Friday, September 9, 2016

September 9th, 2016 I Get Me

September 9th, 2016 I Get Me

I felt better today. I grabbed my change of clothes for the gym this morning before heading to the studio. My goal: Get a good workout before going home for the day. I accomplished that goal. And it seemed to make a difference with the panic attack situation of late.

I've received several messages, emails and comments about this issue and I sincerely appreciate each and every one. I haven't had time to respond to each one. The long days, punctuated by too little sleep, isn't a good combination for me or anyone. I recognize that--I'm aware of it, and still--it's a struggle to correct.

I haven't been able to be with mom the last few days and truly, that's weighing heavily. She's doing well--and trust, if she wasn't I'd drop anything and everything to be there. But she is doing well--and getting stronger. My next opportunity to spend time with her will be on Sunday. I'm staying in good contact with her and her doctors.

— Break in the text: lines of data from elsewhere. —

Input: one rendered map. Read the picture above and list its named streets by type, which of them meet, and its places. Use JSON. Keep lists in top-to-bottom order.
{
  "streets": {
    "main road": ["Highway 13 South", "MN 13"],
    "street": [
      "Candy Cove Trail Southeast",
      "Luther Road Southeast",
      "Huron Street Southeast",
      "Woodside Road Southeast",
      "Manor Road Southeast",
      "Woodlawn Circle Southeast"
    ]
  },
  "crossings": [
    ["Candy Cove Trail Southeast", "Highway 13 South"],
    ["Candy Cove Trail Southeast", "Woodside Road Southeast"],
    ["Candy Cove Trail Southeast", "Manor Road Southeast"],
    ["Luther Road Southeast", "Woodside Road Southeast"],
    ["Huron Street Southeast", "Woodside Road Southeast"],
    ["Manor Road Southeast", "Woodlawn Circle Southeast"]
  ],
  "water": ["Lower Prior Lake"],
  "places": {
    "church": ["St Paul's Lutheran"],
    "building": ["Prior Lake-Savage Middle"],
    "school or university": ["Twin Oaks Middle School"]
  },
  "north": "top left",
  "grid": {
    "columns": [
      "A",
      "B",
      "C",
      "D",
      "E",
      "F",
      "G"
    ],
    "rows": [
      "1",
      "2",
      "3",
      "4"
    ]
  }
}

Things will start easing up at work with the return of a colleague who's recovery from a serious accident. She's been out three weeks. I'm so glad she's getting better and is ready to return.

The eighth anniversary of this blog is next Thursday the 15th. That night, starting at 6pm, I'll be living on a Ferris wheel for 24 hours straight, in an attempt to raise money for Big Brothers/Big Sisters. It's an organization very near and dear to me. That 24 hour period offers some challenges for me--but I'm planning well. I'll handle my food well--and I'll have my laptop along for the ride, so I'll be able to blog on the Ferris wheel.

Also, I'll be marking the 8th Anniversary of this blog by releasing episode one of my new podcast. It's not listed on iTunes just yet--but it's happening! As soon as it's listed, I'll let you know and I hope you'll subscribe!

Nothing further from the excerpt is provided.